Hiring is not a policy but a learning process.
The thinking of the CTO: Major league seats to building a team.
Finally, wrong hires are not an issue to do with hiring per se; it is a leadership issue.
As CTO, you have to change your attitude to:
That is, how quickly can we fill these vacancies?
What do we really mean by creating the type of team we are willingly shaping? Who do we need (or not need) to be there?
That means:
Almost saying no to good candidates, not necessarily the right candidates, more frequently.
Comfortable with temporary discomfort (leaner group, slower delivery) in order to prevent dysfunction in the long term.
Preserving your culture as hard as you preserve your architecture.
There comes a harsh reality of at growth stage:
Being a short one great engineer is nearly always superior to being a heavy one wrong hire.
Let’s recap the key ideas:
An incorrect hire is much more expensive than his salary: he will slow down velocity, quality, morale, and even your personal bandwidth of decisions.
Growth-stage CTOs feel particularly vulnerable, as every person is influenced by hires to have impacts on architecture, culture and expectation of further hires.
It is very easy to agree that the real cost of a mis-hire is 2-3 times the amount that they paid that individual in a single year when you take into consideration lost productivity, re-work, and distraction of the leadership.
The majority of mis-hires are as a result of hastiness in the process, lack of clarity of their roles, mis-alignment of stages and too much reliance on vibes in place of unambiguous competencies.
One of the ways of minimizing the risk is by narrowing down the roles, conducting structured interviews, assessing practical skills, and performing specific reference checks.
Once you get to know that you have a flawed hire, the first step to take is to do it promptly, and fairly and by ensuring that you safeguard your A-players and the culture.
Hiring should be an engineering system: establish standards, measure results, train interviewers, and repeat forever.
Your codebase, infrastructure, and product strategy are all critical to a company such as TAV Tech Solutions (just like any other tech organization in the growth stage). Even more important is the personnel you introduce to create and expand those systems.

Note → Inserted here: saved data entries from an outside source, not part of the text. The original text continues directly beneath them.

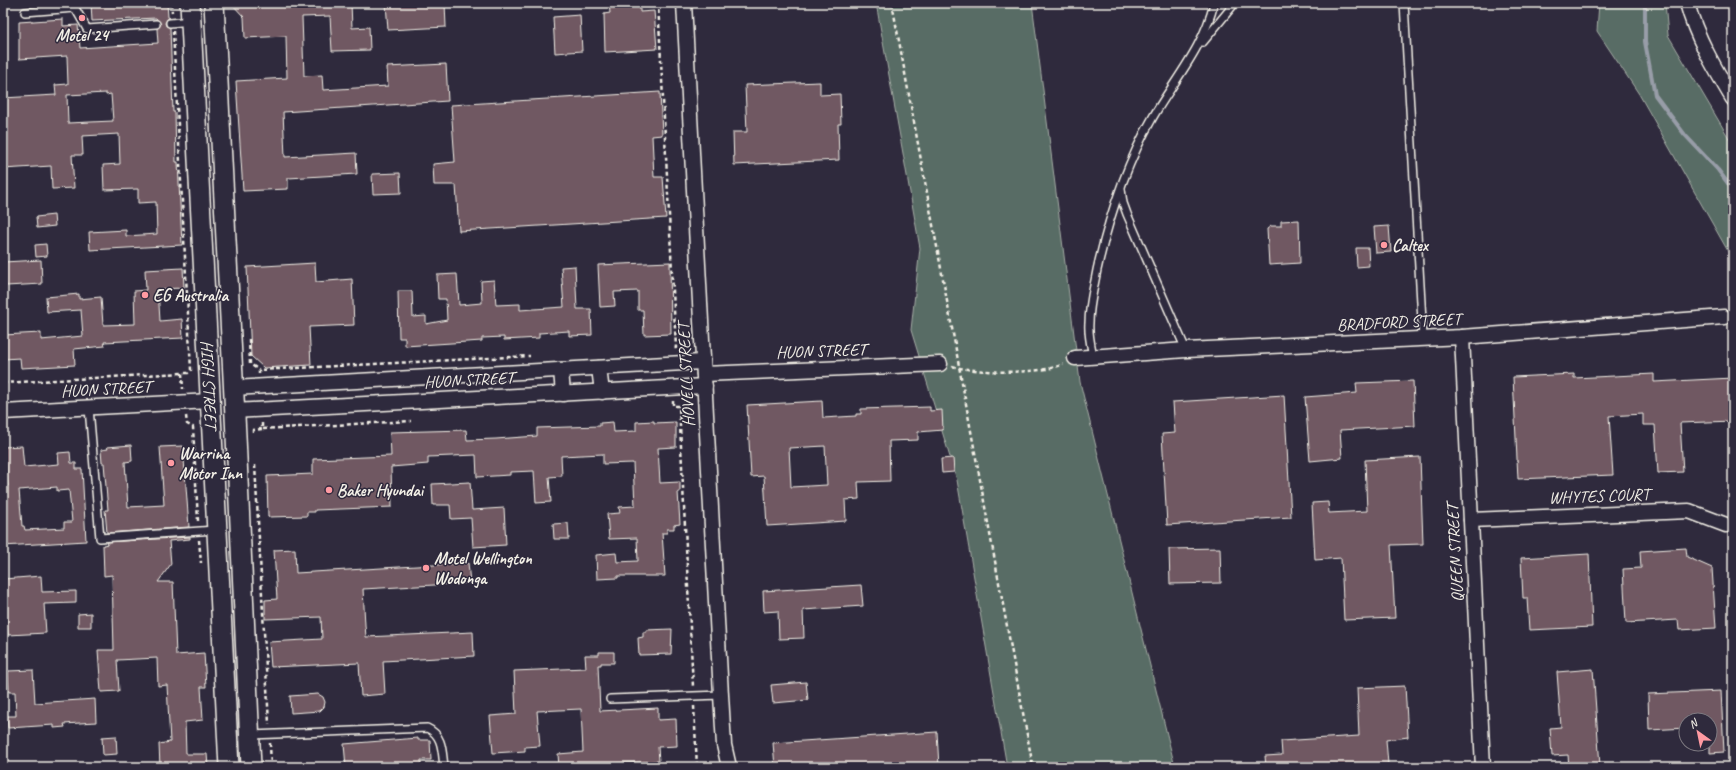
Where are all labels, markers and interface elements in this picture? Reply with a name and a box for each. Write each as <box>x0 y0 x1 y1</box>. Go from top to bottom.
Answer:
marker: Motel 24 <box>77 13 87 23</box>
place label: Motel 24 <box>56 25 110 46</box>
place label: Caltex <box>1392 235 1430 256</box>
marker: Caltex <box>1379 240 1389 250</box>
place label: EG Australia <box>153 285 229 306</box>
marker: EG Australia <box>140 290 150 300</box>
street label: BRADFORD STREET <box>1336 308 1465 336</box>
street label: HOVELL STREET <box>673 319 699 427</box>
street label: HUON STREET <box>776 339 871 363</box>
street label: HIGH STREET <box>197 340 222 432</box>
street label: HUON STREET <box>423 367 519 393</box>
street label: HUON STREET <box>60 376 156 402</box>
place label: Warrina Motor Inn <box>179 443 243 484</box>
marker: Warrina Motor Inn <box>166 458 176 468</box>
place label: Baker Hyundai <box>337 480 426 501</box>
street label: WHYTES COURT <box>1548 484 1654 508</box>
marker: Baker Hyundai <box>324 485 334 495</box>
street label: QUEEN STREET <box>1442 499 1468 603</box>
place label: Motel Wellington Wodonga <box>434 548 533 589</box>
marker: Motel Wellington Wodonga <box>421 563 431 573</box>
north arrow <box>1678 712 1718 752</box>
text: N <box>1686 715 1701 731</box>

When you get hiring right, your architecture will get better, your culture will get stronger and your roadmap will speed up.
When you are wrong, it is expensive–and the cost is usually in the air until you find out that it is too late.
The good news? By carefully choosing and planning how you recruit, by having a clear understanding of the real expense of mis-hiring, you can make recruiting as one of your greatest competitive advantages.
At TAV Tech Solutions, our content team turns complex technology into clear, actionable insights. With expertise in cloud, AI, software development, and digital transformation, we create content that helps leaders and professionals understand trends, explore real-world applications, and make informed decisions with confidence.